**What is required**:
Reproduce nothing beyond the line containing "flex:none; width:33px; height:33px;". From the first line of the data below down to it, copy each line exactly, without the pictures.

==== Records for this exercise

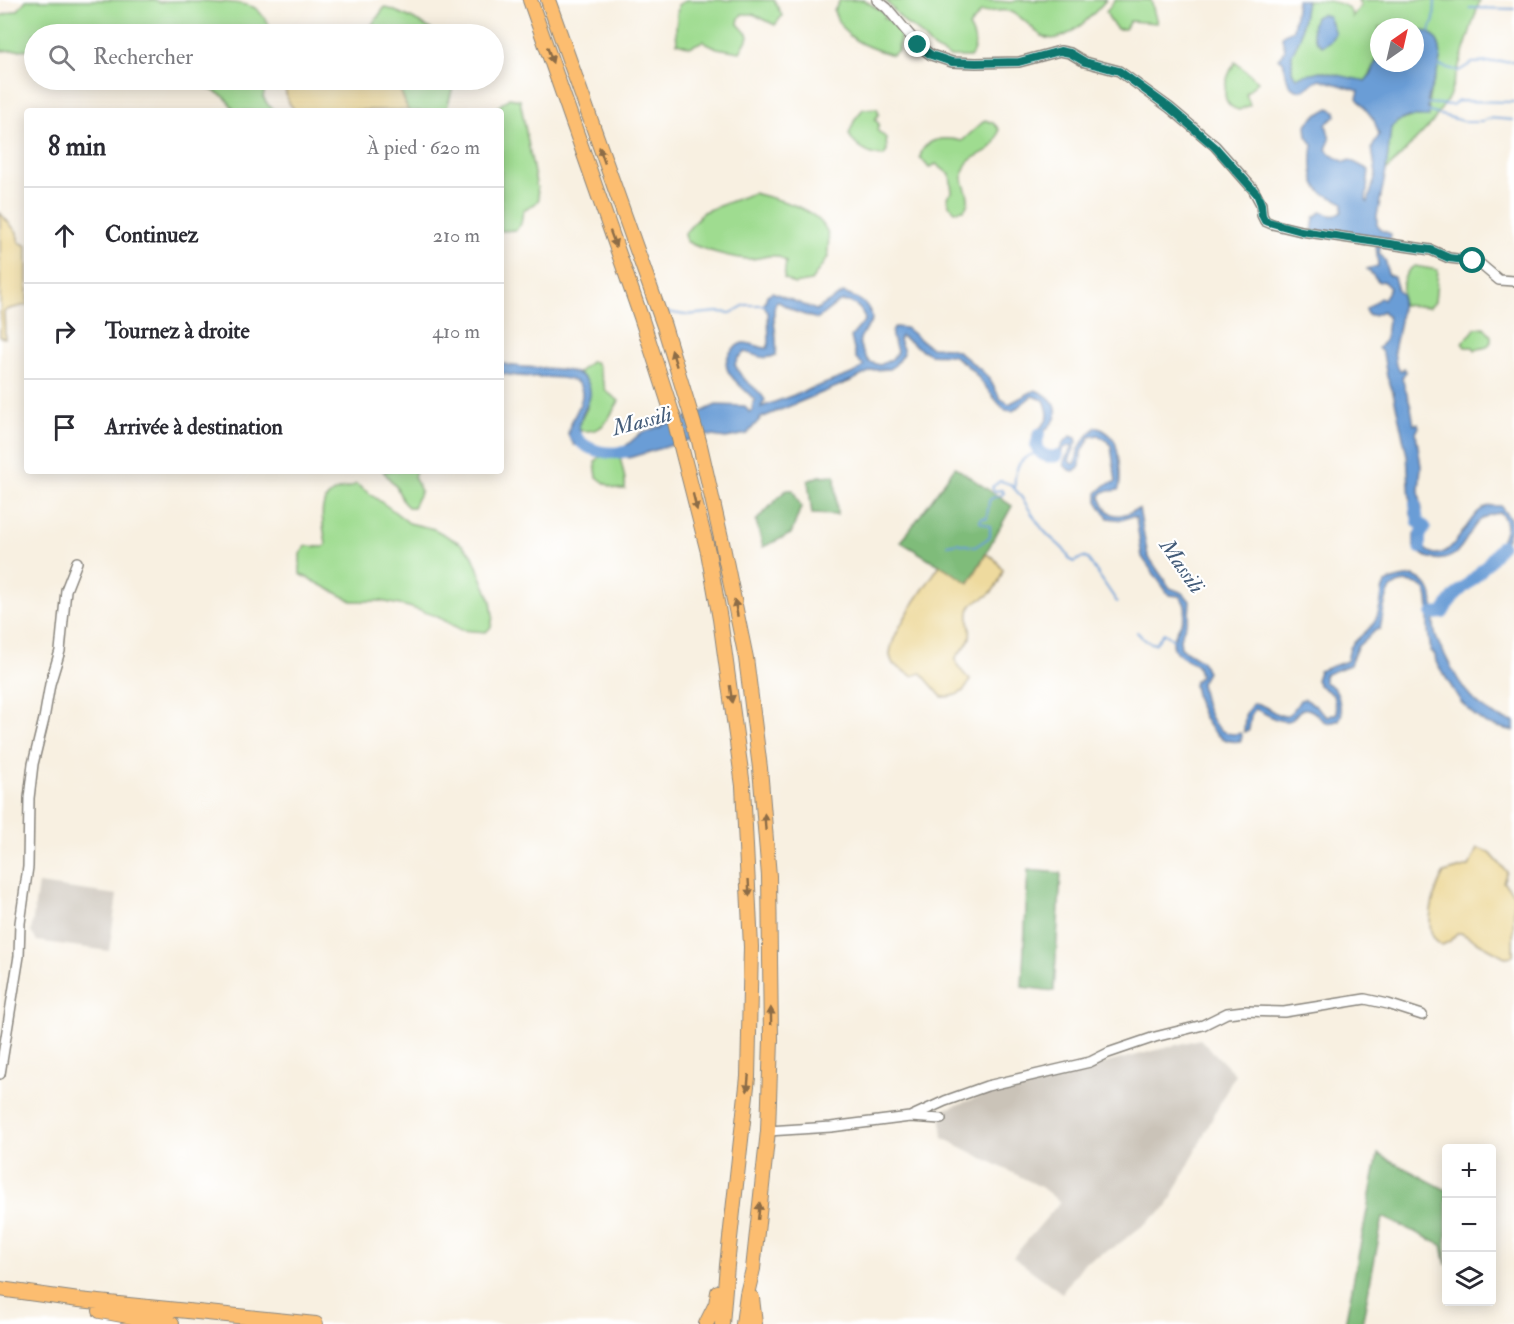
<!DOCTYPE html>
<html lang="fr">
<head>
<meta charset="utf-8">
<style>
	:root { --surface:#fff; --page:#f7f7f7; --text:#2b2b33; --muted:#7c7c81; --line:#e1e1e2 }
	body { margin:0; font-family:"IM FELL Double Pica",serif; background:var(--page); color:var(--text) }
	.controls { position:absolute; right:18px; bottom:18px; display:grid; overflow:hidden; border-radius:6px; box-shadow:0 3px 15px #0003 }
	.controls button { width:54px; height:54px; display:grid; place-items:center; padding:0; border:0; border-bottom:2px solid var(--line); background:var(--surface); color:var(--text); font:30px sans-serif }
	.compass { position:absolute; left:1370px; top:18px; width:54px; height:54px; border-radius:50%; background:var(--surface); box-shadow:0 3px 15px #0003; rotate:34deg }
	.stop { position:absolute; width:18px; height:18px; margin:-14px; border:4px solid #0f766e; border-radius:50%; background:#fff }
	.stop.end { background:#0f766e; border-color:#fff; box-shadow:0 2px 6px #0008 }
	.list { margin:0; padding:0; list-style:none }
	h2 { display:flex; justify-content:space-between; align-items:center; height:78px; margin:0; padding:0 24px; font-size:26px }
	h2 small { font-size:20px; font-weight:400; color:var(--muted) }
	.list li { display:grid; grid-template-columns:39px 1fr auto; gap:18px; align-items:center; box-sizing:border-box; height:96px; padding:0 24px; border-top:2px solid var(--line) }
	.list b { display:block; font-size:22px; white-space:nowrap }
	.list em { font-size:20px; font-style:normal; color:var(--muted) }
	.icon { flex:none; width:33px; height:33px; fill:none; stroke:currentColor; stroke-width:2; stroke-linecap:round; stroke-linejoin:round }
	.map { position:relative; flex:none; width:1514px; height:1324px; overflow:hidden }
	.search { position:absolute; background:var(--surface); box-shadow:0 3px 15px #0003; left:24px; top:24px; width:480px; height:66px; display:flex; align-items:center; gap:15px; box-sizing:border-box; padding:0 21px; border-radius:33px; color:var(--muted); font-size:22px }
	.panel { position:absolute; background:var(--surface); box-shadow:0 3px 15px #0003; left:24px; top:108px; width:480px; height:366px; border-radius:6px }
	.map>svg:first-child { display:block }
</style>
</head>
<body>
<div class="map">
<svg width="1514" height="1324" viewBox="0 0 1514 1324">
	<rect width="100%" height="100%" fill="#fff"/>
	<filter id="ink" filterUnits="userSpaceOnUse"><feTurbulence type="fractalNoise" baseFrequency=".0167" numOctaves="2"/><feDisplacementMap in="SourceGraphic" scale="12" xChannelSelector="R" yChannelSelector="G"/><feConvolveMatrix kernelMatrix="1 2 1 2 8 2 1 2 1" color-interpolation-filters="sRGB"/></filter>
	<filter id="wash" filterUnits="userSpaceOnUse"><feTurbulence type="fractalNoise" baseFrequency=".008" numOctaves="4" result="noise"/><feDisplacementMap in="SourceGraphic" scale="24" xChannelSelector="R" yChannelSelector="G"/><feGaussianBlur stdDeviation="1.35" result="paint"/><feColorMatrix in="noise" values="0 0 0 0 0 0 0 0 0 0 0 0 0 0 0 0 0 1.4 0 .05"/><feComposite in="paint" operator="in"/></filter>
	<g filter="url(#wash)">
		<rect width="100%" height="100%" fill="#f8f0e1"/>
		<path fill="#cac3b8" d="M38 884 117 895 109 951 37 941 31 932Z
			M1200 1039 1235 1074 1167 1207 1116 1246 1084 1263 1062 1293 1013 1257 1060 1202 1041 1187 943 1138 940 1111 992 1092Z"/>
		<path fill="#9fdc90" stroke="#5e7c56" stroke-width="1.5" d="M26 0H155L159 2C175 0 241 0 255 8 264 14 269 26 274 34H34V49L0 51V16L18 10Z
			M686 0H774L782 16 775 25 753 14H742L739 18 738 24 749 36 740 52 717 48 703 41 690 47 677 43 676 29 678 5Z
			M840 0H864L886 14 884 18 894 23 901 34 898 51 892 55C866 47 842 39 834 11Z
			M885 0H980L1012 2 1018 0H1106C1094 14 1062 49 1042 36 1031 29 1022 15 1009 11 1000 9 990 13 981 12L969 27C975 37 978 47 970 57H950L934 49 915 29 907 25Z
			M1115 0H1151L1157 23 1130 21 1125 29H1117L1111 22 1106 12Z
			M1306 0C1320 0 1352 0 1352 17L1361 6 1358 0H1480L1449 97 1432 123 1386 171 1391 128 1397 122 1429 110C1424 88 1454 54 1433 36 1427 31 1422 29 1415 30V27H1379C1379 49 1379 63 1365 82L1320 71 1297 77 1292 72V54L1300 38Z
			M385 7 409 17 440 34H365Z
			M1235 62 1258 81 1246 94 1250 105 1239 110C1216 104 1226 77 1235 62Z
			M193 80H267L263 97 268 105 276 111H235L225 97Z
			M396 80H455L446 111H408Z
			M509 98 520 100 539 199 535 204 523 210 521 224 516 230 501 231V111H493Z
			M877 108 879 114 875 120 879 124 877 130 886 138 887 151 884 156C870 156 854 147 849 134L855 119 863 109Z
			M985 120 993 123 999 129C998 156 972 152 966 165 957 181 970 191 968 201 968 205 966 207 964 210L955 211 949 205 947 197 952 192 950 175 936 164 929 168 920 157C924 137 946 137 962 141Z
			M753 193C776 199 820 208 828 234 830 241 827 248 828 257L811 281 794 284 784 278 786 262C774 250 764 259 750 259 735 259 699 249 686 241L685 233 703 212Z
			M1415 266 1438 270 1435 302 1429 307 1402 305C1403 290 1400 273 1415 266Z
			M1484 327 1491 336V342L1487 347 1475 350 1473 347H1465L1462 343C1466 337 1472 335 1475 328Z
			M590 362H595L598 366 606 391 619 401C607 420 604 435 578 430L579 424 587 408 585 379 578 373Z
			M604 452 620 455C621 466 627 479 625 489 616 491 604 483 597 477L595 462Z
			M383 471H416L414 477 421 491 413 507H408L403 502 397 488Z
			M356 484 391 509 409 523 434 529 460 543 472 554 491 601 493 616 491 627 486 632 461 630 436 616 409 607 381 601H352L300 574V554L306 546 323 547 326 545C324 526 314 499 338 490 346 487 347 490 356 484Z"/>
		<path fill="#7fbc7a" stroke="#4e6c4b" stroke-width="1.5" d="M955 467 1012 506 969 583 901 542Z
			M835 475 837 515 812 514 808 481 819 476Z
			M786 490H793L801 507 791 534 763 547 756 521Z
			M1028 870 1061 873 1054 991 1022 987Z
			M1378 1154 1446 1190V1265L1442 1245 1383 1217 1362 1324H1345Z"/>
		<path fill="#eeda9e" stroke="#857b5d" stroke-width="1.5" d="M285 80H396L408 110 296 111C286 103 285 92 285 80Z
			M0 213 17 232 19 242 27 246V305L9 309 4 312 5 338 0 337Z
			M986 554 994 558 1003 570C1000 580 995 592 985 597 979 601 973 602 970 608 966 618 972 628 970 637 964 659 941 651 970 680 966 693 956 697 942 697L921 673 912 676 893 664C892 661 890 658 890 655 890 633 927 584 940 565L969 583Z
			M1478 848 1490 853 1507 872 1503 882 1514 894 1513 956 1505 957 1461 933H1457L1449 942 1442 945C1419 936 1435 887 1444 873L1469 866Z"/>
		<path fill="#6b9dd6" stroke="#445c79" stroke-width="1.5" fill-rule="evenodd" d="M1297 0H1306L1300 38 1292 54V72L1297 77 1320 71 1365 81 1372 73 1379 54V63H1415V30C1422 29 1427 31 1432 35 1451 50 1433 80 1428 98 1426 104 1429 110 1429 117H1409L1397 122 1391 128 1386 171 1377 216V225L1381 230 1391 234 1390 242 1312 231 1314 218 1321 212C1331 215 1333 218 1342 212L1343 203C1336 198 1328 197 1321 192 1310 182 1311 158 1313 145L1307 136 1306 125 1315 116 1329 108 1335 111 1336 116 1326 124 1330 140 1326 149 1331 155 1345 162 1350 160 1369 170 1366 200 1368 202 1376 174 1372 148 1379 135 1374 120 1357 98 1359 91 1320 79C1314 82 1308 88 1303 90 1286 94 1286 71 1283 61L1278 59C1289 48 1284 50 1282 37L1284 34 1293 30Z
			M1321 14 1328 16 1335 33 1331 40 1322 46C1312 39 1310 28 1315 17Z
			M1376 245H1381L1379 252 1386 262 1388 275 1394 277 1398 291 1402 295 1400 321 1394 351 1396 365 1401 371 1404 368 1406 371 1402 378 1411 407 1414 425 1418 423 1419 427 1416 433 1421 466 1419 491 1422 510 1418 518 1411 515 1407 455 1393 392 1387 377 1383 353 1378 348C1387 341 1387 330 1388 318L1383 311 1374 315H1368L1366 312V309L1380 298 1383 299 1390 288 1383 281 1379 282 1367 269 1378 266Z
			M772 292 816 310 843 293C858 298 872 304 872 321 858 341 854 339 869 362L880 365 892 359 897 352C896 342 887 336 895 327L906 328 930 347 950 348 959 352 982 371 990 380 1000 398 1009 404 1035 390C1047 394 1061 405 1055 419 1052 425 1046 428 1042 434 1039 438 1039 443 1039 448L1034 449 1033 434C1048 421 1052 419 1044 400L1032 396 1013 411 1005 410C988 394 978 371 957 358 949 352 939 356 930 354 919 350 911 342 901 336L899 340 903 349V354L895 365 889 369 873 370 853 380 761 418 747 434 726 438 705 435 629 458 625 455 613 454V451L621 450 641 433 701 412 716 405 745 406 749 412 753 410V402L755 401C746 387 713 372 732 350 735 347 738 344 743 343 751 342 759 348 767 348L769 343 768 313 764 305 767 295ZM777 301 796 312 817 319C824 314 831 307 838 303 850 298 863 308 865 320L851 337 856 358 864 366 854 373 761 407 765 400C757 385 741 383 735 364L738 358 745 352C756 355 764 361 776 355 779 338 769 312 777 301Z
			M501 363C523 372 574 362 587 381 601 404 565 419 586 442L585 446 574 445 568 434C569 419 582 409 582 394 582 390 580 384 576 382 564 374 519 380 501 373Z
			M1096 427C1103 429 1112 435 1115 442 1118 451 1123 482 1118 490 1111 492 1103 488 1100 497 1105 509 1111 519 1125 514 1130 513 1133 510 1139 509L1148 556 1170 588 1183 593 1190 601 1189 616 1180 638 1181 648 1202 661 1207 672 1201 683C1204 704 1212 740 1241 733L1242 735 1241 741C1210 746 1198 708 1194 685L1195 681 1200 676 1198 667C1192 660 1179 658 1175 650 1165 633 1199 616 1179 596L1169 595 1142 557 1136 518 1132 516 1122 520 1108 518 1097 501V493L1107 484 1116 482 1111 446 1108 442 1098 435 1090 437 1081 454 1080 466 1074 471 1069 470 1064 465 1065 459 1072 448V445L1064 448 1059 458 1052 459 1042 455 1045 452 1058 453 1064 442 1071 436 1076 438 1077 442 1069 461 1072 464 1076 463C1077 447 1084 439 1096 427Z
			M1501 506C1503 511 1507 514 1510 518 1514 531 1502 550 1492 556 1499 541 1514 528 1500 513 1472 515 1472 537 1456 553 1443 564 1424 560 1414 547V534L1421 533 1423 535 1425 549C1452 571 1466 513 1486 507 1491 505 1496 506 1501 506Z
			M1414 576C1441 589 1430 609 1435 632 1436 641 1442 649 1446 657 1460 687 1479 715 1514 722V731L1486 724 1474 715 1461 702 1436 662 1435 655 1431 651C1430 643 1428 636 1428 627 1427 616 1431 606 1427 595 1425 588 1420 584 1413 583 1383 577 1385 609 1380 629L1376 630 1357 647 1350 665 1324 675V682C1337 688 1338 692 1340 706 1342 713 1343 713 1339 720 1319 729 1322 712 1307 709 1297 707 1296 722 1285 721 1273 721 1265 712 1255 709L1251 715 1249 730 1245 732 1244 731 1245 715 1253 703C1274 704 1282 733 1300 700L1305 699 1315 705 1327 717 1337 713 1333 695 1319 685 1316 680 1319 671 1347 661C1349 656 1348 652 1350 648 1356 637 1371 631 1376 619 1389 589 1369 581 1414 576Z"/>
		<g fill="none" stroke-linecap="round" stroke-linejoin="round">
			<path stroke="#6b9dd6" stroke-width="2" d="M1470 8 1514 9
				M1429 33 1434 20 1435 0
				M1437 65 1459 71 1472 63 1514 61
				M1425 103 1452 105 1458 101 1514 102
				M1426 111 1467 122H1482L1488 118 1513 120
				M667 312 685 315 718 312 731 313 745 305H767
				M1015 487C1014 477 1016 464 1025 458 1029 454 1034 455 1039 452
				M947 545 957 543 975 547 990 537V526L980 522 981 518H987L989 501 992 498 1000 496 1004 493 1002 490 994 491 992 487 1000 481C1005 482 1010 483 1013 487 1026 500 1033 519 1046 533 1055 543 1065 547 1070 560L1074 562 1083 557 1088 559 1117 602
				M1137 632C1142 638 1147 643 1155 644L1164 633 1175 641"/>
			<path stroke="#6b9dd6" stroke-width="12" d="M1039 434 1036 446C1040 455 1047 458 1057 456
				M575 435C586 453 610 455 629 451
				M1415 503 1418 522 1425 527 1420 536V548
				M1432 614 1443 613C1453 594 1460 592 1474 578 1484 568 1494 556 1502 545"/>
		</g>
	</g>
	<g filter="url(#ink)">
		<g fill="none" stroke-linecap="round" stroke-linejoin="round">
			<defs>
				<path id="minor" d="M877 0 887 8 918 45 931 55 952 62 976 63 1019 62 1060 51 1070 53 1085 62 1119 71 1170 108 1215 146 1253 189 1261 204 1262 215 1265 221 1272 224 1301 231 1431 250 1449 258 1473 261 1479 263 1499 280 1514 281
					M0 1074 19 956 20 923 28 867 29 798 33 764 44 719 50 684 60 651 66 590 77 562
					M910 1117 945 1101 987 1086 1090 1062 1108 1053 1155 1037 1203 1025 1227 1013 1244 1011 1284 1012 1365 999 1388 1004 1422 1015
					M768 1131 831 1127 910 1117 941 1119"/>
				<path id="highway" d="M530 0 641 317 674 419 708 552 720 619 743 786 751 947 748 1077 727 1265 722 1324
					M548 0 664 326 699 441 722 542 746 658 760 768 769 876 771 1039 768 1131 753 1269 747 1294 743 1324
					M0 1289 79 1300 316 1324
					M752 1298 755 1324
					M100 1311 172 1324
					M706 1324 716 1304 718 1292"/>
			</defs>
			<use href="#minor" stroke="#8a867e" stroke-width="12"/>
			<use href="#highway" stroke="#8a867e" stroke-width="16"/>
			<use href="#minor" stroke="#fff" stroke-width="9"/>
			<use href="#highway" stroke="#fcbd6f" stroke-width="14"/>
		</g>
		<defs><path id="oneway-solid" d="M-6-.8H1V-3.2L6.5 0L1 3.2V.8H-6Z" transform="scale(1.5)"/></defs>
		<g fill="#8c6c46">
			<use href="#oneway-solid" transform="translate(550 55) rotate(71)"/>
			<use href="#oneway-solid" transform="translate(602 155) rotate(-109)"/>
			<use href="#oneway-solid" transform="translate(613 239) rotate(70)"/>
			<use href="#oneway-solid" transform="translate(674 358) rotate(-107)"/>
			<use href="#oneway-solid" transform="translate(695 502) rotate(76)"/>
			<use href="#oneway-solid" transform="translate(736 608) rotate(-101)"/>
			<use href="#oneway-solid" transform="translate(731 694) rotate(82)"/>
			<use href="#oneway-solid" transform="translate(765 822) rotate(-94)"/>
			<use href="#oneway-solid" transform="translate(749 888) rotate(87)"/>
			<use href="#oneway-solid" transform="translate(771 1016) rotate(-91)"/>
			<use href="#oneway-solid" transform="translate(748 1083) rotate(95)"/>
			<use href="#oneway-solid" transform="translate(759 1211) rotate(-84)"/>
		</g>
	</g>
	<g fill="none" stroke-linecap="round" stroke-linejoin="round" filter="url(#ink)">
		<path stroke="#0f766e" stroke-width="8" d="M918 45 931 55 952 62 976 63 1019 62 1060 51 1070 53 1085 62 1119 71 1170 108 1215 147 1257 194 1261 204 1262 215 1265 221 1301 231 1431 250 1449 258 1473 261"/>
	</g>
	<g text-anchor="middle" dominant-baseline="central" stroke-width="4.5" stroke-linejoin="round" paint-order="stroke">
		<g font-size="22" font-style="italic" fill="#445c79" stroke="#fff">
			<text transform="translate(642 421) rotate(-15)">Massili</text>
			<text transform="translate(1182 566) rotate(55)">Massili</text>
		</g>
	</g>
</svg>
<div class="controls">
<button>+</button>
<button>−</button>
<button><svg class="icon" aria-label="layers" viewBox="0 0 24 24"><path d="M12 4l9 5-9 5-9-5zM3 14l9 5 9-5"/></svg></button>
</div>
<svg class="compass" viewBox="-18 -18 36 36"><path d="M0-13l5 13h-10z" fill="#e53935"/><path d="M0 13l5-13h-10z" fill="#7c7c81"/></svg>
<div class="stop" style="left:1473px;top:261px"></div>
<div class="stop end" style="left:918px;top:45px"></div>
<div class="search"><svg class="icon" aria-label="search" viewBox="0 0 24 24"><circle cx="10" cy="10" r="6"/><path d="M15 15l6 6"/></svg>Rechercher</div>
<section class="panel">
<h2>8 min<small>À pied · 620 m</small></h2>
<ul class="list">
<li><svg class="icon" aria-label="ahead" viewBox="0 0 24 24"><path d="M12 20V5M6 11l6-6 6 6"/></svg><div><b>Continuez</b></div><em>210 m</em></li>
<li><svg class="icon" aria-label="right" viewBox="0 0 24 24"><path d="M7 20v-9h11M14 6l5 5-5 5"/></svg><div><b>Tournez à droite</b></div><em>410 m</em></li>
<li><svg class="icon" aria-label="arrive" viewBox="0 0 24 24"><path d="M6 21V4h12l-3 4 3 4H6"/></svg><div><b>Arrivée à destination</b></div></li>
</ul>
</section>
</div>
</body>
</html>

========

**Exercise response**:
<!DOCTYPE html>
<html lang="fr">
<head>
<meta charset="utf-8">
<style>
	:root { --surface:#fff; --page:#f7f7f7; --text:#2b2b33; --muted:#7c7c81; --line:#e1e1e2 }
	body { margin:0; font-family:"IM FELL Double Pica",serif; background:var(--page); color:var(--text) }
	.controls { position:absolute; right:18px; bottom:18px; display:grid; overflow:hidden; border-radius:6px; box-shadow:0 3px 15px #0003 }
	.controls button { width:54px; height:54px; display:grid; place-items:center; padding:0; border:0; border-bottom:2px solid var(--line); background:var(--surface); color:var(--text); font:30px sans-serif }
	.compass { position:absolute; left:1370px; top:18px; width:54px; height:54px; border-radius:50%; background:var(--surface); box-shadow:0 3px 15px #0003; rotate:34deg }
	.stop { position:absolute; width:18px; height:18px; margin:-14px; border:4px solid #0f766e; border-radius:50%; background:#fff }
	.stop.end { background:#0f766e; border-color:#fff; box-shadow:0 2px 6px #0008 }
	.list { margin:0; padding:0; list-style:none }
	h2 { display:flex; justify-content:space-between; align-items:center; height:78px; margin:0; padding:0 24px; font-size:26px }
	h2 small { font-size:20px; font-weight:400; color:var(--muted) }
	.list li { display:grid; grid-template-columns:39px 1fr auto; gap:18px; align-items:center; box-sizing:border-box; height:96px; padding:0 24px; border-top:2px solid var(--line) }
	.list b { display:block; font-size:22px; white-space:nowrap }
	.list em { font-size:20px; font-style:normal; color:var(--muted) }
	.icon { flex:none; width:33px; height:33px; fill:none; stroke:currentColor; stroke-width:2; stroke-linecap:round; stroke-linejoin:round }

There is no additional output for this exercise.